2

In Speculative Realism, Correlationism is defined as the term linking Thinking and Being.

Is the term original to this movement or picked up from post-Kantian thinking?

3

"Correlationalism," as a term and a critique, originates in Meillassoux's After Finitude. It is a neologism he creates. It is essentially levelled at a great deal philosophy since Berkeley and Hume, including Kant and post-Kantian philosophy. Thus, in a recent lecture where he attempts to clarify the meaning of correlationalism, Meillassoux says "I call the 'era of Correlation'...the anti-materialist, post-Berkeleyan era that shuts us up inside correlation."

Nevertheless, Meillassoux's project---and perhaps Speculative Realism more broadly---is a return to certain pre-Kantian theses, albeit with a different type of justification. Thus, in After Finitude, Meillassoux writes:

Is this to say that we must once again become pre-critical philosophers, or that we must go back to dogmatism? The whole problem is that such a return strikes us as strictly impossible—we cannot go back to being metaphysicians, just as we cannot go back to being dogmatists. Yet it seemed that we were defending a Cartesian (and hence dogmatic) thesis – viz., the distinction between primary and secondary qualities—against its critical disqualification. However, this defence—and here lies the rub—can no longer be sustained by Cartesian argumentation.

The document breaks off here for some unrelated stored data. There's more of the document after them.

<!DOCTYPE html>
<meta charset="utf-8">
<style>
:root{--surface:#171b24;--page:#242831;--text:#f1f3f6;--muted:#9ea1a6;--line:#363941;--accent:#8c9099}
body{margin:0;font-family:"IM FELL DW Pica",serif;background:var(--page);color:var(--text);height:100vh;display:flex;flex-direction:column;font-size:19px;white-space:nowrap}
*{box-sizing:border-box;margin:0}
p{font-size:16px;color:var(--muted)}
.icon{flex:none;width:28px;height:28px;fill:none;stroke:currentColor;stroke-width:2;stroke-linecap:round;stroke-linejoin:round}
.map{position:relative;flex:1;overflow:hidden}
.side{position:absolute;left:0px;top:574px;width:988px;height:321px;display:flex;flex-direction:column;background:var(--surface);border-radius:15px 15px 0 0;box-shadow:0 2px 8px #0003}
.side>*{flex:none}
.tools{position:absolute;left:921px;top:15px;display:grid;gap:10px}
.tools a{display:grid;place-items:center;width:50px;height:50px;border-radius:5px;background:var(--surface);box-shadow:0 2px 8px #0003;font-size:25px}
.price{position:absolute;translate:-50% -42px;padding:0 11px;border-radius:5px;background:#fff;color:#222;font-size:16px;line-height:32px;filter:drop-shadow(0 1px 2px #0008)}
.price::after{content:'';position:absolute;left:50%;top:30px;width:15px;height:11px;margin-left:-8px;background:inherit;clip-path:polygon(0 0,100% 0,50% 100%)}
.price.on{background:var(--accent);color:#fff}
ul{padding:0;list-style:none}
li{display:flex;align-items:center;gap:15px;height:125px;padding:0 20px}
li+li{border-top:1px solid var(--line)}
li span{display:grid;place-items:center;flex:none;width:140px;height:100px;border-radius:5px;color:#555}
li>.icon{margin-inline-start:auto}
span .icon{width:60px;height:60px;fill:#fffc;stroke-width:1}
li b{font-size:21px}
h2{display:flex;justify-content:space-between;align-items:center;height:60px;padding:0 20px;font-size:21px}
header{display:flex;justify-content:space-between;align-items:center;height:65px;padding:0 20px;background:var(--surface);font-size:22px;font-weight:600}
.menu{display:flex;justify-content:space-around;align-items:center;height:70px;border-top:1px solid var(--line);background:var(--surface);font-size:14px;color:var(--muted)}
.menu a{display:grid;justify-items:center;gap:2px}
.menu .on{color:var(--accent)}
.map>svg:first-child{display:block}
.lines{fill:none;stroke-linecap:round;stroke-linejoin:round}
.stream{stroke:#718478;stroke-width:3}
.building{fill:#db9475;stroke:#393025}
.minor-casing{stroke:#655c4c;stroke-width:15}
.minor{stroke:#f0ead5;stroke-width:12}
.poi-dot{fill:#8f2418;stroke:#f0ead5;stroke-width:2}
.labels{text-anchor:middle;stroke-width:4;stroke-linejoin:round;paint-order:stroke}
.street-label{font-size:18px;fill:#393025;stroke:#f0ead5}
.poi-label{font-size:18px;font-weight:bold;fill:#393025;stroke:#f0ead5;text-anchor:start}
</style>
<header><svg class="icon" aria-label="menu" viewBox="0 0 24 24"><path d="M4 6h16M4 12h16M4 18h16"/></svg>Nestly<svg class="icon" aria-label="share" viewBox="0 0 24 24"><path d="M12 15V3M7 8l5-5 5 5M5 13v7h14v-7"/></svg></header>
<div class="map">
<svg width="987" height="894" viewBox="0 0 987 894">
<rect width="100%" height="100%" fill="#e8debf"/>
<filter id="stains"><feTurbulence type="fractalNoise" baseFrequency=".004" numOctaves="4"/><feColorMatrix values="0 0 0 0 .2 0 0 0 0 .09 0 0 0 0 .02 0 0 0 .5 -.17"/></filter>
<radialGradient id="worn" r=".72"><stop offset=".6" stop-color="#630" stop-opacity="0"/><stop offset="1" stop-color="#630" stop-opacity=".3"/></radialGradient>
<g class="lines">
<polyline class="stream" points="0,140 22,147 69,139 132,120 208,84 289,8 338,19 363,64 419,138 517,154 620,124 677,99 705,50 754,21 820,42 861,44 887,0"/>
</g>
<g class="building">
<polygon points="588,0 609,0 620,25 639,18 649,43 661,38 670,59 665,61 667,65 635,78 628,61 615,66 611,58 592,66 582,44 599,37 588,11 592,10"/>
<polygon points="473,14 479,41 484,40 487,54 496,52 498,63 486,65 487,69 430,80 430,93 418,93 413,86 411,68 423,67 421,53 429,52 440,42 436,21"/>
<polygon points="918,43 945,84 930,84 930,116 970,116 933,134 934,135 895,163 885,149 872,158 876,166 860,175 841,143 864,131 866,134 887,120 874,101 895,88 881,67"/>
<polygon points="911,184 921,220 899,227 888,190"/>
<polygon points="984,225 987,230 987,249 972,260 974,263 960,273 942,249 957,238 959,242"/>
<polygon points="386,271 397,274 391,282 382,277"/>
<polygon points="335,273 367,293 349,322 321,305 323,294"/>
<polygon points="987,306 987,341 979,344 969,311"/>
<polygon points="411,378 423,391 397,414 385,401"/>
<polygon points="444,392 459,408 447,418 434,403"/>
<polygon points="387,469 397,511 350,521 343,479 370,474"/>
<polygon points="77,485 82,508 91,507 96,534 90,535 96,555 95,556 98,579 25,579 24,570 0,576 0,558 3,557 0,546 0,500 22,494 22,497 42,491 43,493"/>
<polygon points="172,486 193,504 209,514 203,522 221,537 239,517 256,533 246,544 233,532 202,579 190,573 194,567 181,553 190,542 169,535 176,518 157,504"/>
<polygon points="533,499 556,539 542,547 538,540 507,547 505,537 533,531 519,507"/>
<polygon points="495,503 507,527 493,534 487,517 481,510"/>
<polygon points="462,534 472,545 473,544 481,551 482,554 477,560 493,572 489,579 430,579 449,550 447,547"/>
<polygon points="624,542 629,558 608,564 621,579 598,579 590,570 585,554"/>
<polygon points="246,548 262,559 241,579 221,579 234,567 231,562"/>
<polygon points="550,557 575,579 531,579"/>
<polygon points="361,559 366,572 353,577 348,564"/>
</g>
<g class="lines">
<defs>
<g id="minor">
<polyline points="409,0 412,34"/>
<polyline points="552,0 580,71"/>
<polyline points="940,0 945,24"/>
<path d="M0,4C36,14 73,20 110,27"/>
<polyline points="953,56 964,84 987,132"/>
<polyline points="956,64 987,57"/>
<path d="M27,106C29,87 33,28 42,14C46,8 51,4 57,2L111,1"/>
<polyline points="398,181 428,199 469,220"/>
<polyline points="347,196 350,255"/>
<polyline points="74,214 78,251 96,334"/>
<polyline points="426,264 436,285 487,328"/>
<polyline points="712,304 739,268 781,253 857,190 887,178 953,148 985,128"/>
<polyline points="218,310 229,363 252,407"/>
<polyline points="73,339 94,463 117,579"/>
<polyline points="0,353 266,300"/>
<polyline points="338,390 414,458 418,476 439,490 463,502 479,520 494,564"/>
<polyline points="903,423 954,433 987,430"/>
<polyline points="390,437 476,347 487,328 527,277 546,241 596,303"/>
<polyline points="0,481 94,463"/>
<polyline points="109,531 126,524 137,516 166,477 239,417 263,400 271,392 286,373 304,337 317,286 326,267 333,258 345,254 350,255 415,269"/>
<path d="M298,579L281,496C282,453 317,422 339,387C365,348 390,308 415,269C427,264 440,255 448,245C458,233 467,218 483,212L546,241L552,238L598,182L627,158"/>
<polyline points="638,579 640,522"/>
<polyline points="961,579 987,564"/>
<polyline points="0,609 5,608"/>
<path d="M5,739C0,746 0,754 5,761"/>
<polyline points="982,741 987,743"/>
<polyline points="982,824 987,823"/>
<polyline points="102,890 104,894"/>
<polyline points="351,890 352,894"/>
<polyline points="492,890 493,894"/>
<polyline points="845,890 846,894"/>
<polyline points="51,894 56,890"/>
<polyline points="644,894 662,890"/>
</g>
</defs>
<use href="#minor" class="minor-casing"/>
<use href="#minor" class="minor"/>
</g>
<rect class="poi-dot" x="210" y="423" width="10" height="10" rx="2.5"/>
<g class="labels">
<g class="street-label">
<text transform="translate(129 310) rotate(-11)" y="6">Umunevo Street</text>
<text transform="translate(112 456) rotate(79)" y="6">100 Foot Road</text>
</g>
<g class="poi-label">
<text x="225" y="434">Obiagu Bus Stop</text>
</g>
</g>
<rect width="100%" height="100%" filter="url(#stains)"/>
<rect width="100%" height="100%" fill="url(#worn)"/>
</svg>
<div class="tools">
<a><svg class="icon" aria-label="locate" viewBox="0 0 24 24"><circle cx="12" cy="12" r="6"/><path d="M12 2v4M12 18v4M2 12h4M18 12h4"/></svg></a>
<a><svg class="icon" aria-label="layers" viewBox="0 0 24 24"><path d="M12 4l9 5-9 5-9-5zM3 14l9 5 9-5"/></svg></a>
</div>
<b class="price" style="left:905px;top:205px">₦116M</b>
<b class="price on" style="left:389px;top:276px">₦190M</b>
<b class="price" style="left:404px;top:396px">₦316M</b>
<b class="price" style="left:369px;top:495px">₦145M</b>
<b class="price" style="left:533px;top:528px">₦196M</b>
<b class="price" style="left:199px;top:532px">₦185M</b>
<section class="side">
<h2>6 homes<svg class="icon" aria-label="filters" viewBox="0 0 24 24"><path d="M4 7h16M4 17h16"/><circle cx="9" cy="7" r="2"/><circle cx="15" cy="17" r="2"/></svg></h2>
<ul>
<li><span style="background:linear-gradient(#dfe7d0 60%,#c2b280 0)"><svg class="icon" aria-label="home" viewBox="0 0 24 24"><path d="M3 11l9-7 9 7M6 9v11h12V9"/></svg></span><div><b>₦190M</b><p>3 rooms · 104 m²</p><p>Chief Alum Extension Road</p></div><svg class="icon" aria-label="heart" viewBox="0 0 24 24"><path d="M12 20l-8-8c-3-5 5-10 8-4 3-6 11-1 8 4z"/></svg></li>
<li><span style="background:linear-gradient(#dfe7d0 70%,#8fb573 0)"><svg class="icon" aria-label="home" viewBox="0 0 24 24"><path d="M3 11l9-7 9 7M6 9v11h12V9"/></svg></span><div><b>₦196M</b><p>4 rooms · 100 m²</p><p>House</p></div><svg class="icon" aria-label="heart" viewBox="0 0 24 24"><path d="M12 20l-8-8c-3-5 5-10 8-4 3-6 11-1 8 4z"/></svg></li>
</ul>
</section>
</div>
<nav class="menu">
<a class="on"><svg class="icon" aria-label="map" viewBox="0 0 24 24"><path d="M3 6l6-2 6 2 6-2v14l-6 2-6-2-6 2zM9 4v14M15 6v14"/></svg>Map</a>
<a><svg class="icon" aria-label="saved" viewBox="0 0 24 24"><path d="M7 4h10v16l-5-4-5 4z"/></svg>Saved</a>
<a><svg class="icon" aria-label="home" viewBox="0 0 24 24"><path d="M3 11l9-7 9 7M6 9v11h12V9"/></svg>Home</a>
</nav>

In a certain sense, then, some of the critique of correlationalism is already existent prior to Meillassoux's coinage. Thus, for example, Heidegger anticipates at least some of the aspects of the anti-correlationalist critique in §43 of Being and Time:

In so far as Reality has the character of something independent and "in itself," the question of the meaning of “Reality” becomes linked with that of whether the Real can be independent ‘of consciousness’ or whether there can be a transcendence of consciousness into the ‘sphere’ of the Real. The possibility of an adequate ontological analysis of Reality depends upon how far that of which the Real is to be thus independent—how far that which is to be transcended—has itself been clarified with regard to its Being. Only thus can even the kind of Being which belongs to transcendence be ontologically grasped. And finally we must make sure what kind of primary access we have to the Real, by deciding the question of whether knowing can take over this function at all.

These investigations, which take precedence over any possible ontological question about Reality, have been carried out in the foregoing existential analytic.

And again:

As we have noted, Being (not entities) is dependent upon the understanding of Being; that is to say, Reality (not the Real) is dependent upon care. By this dependency our further analytic of Dasein is held secure in the face of an uncritical Interpretation which nevertheless keeps urging itself upon us—an Interpretation in which the idea of Reality is taken as the clue to Dasein. Only if we take our orientation from existentiality as Interpreted in an ontologically positive manner, can we have any guarantee that in the factical course of the analysis of ‘consciousness’ or of ‘life’, some sense of “Reality” does not get made basic, even if it is one which has not been further differentiated.

Meillassoux's unique contribution, then, perhaps is less in the term correlationalism as in bringing out a term which unites a host of critiques against a wide range of philosophers.